Auflagenzahlen 3. Quartal 2016

Submitted by ebertus

Sind auf der nach unten offenen Skala zur sog. Medienkrise, bei Zeitungen und Zeitschriften jetzt auch die "Guten" d'ran ...? Dazu hier einige Zahlen und Gedanken.

Die ehemals alternative Tageszeitung (taz) verliert aktuell 5,9 und das Neue Deutschland gar 9,3 Prozent - harte Auflage aus Abo und Einzelverkauf, versteht sich.

Noch schlimmer erwischte es die Berliner Zeitung, ging es dort um 12,4 Prozent abwärts. Wie diese Tage zu vernehmen war, so wird von den Eigentümern über die entsprechenden Konsequenzen nicht nur nachgedacht ...
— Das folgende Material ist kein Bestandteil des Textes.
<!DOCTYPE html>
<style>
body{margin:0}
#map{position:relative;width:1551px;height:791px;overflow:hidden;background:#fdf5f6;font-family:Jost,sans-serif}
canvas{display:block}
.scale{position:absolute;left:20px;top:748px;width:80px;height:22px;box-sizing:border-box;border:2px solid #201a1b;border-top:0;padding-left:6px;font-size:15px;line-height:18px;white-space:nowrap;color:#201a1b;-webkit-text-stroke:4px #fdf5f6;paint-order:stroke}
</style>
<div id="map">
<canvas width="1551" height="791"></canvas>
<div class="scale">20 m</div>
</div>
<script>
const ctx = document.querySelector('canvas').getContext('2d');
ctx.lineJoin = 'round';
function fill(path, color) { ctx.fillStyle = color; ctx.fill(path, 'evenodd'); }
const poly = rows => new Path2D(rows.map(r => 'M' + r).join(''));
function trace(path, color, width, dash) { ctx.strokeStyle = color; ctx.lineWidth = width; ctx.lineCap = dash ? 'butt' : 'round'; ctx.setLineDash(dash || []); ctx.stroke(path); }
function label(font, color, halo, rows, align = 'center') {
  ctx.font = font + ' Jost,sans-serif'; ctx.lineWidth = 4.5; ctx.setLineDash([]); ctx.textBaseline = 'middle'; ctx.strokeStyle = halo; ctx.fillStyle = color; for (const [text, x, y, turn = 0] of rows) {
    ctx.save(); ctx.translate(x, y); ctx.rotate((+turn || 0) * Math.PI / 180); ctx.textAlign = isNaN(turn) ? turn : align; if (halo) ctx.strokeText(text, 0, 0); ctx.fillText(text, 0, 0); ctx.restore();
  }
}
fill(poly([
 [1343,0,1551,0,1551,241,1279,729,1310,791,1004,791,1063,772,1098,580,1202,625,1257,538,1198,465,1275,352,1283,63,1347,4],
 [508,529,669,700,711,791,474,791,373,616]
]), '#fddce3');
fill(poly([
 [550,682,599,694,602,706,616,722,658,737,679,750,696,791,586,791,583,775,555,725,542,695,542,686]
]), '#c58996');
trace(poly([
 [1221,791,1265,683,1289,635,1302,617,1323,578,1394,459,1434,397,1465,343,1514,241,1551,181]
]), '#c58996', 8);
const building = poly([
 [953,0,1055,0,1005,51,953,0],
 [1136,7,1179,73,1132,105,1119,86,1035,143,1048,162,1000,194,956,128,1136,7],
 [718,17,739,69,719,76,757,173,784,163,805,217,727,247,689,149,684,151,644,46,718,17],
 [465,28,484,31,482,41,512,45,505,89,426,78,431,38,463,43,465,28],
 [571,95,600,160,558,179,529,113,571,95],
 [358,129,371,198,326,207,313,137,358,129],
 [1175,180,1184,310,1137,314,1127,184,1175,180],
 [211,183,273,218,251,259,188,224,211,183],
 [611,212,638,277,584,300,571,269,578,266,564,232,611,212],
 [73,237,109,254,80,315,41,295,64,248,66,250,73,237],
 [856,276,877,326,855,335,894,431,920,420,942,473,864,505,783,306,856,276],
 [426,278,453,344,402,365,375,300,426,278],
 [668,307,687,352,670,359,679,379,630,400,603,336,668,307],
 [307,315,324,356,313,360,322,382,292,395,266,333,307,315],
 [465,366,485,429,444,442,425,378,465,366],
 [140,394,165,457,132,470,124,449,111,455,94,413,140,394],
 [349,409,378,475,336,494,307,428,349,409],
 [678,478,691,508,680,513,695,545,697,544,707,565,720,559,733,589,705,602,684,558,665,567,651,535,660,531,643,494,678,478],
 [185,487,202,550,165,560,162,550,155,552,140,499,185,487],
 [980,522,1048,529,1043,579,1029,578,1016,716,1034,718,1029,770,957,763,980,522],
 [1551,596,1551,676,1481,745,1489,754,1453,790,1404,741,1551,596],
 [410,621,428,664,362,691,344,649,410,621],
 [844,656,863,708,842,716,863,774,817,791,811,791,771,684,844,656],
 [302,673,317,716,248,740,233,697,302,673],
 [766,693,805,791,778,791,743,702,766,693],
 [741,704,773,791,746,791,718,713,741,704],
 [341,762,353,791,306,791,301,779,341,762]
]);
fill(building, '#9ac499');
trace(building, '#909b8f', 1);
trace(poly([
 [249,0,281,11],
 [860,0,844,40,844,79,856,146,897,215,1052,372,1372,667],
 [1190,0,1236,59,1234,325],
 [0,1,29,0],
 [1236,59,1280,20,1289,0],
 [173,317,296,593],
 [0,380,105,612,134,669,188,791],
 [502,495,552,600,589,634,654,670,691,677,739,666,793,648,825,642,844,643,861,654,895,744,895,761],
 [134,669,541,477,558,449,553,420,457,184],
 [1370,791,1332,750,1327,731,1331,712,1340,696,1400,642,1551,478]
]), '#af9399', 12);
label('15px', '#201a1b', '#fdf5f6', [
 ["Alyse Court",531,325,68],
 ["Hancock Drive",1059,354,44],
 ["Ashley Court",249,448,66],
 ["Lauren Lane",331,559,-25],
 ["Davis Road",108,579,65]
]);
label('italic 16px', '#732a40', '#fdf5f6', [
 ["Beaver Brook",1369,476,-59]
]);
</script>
Selbst die bislang recht glimpflich davongekommene ZEIT muss nun, im 3. Quartal 2016 einer Rückgang von 2,2 Prozent hinnehmen.

Und auch die Sueddeutsche (SZ) bleibt mit einem Minus von 4,7 Prozent geradezu noch im Bereich ihrer Möglichkeiten.

Über die Probleme bei der hier nicht gelisteten Jungen Welt (JW) war bereits an anderer Stelle zu berichten.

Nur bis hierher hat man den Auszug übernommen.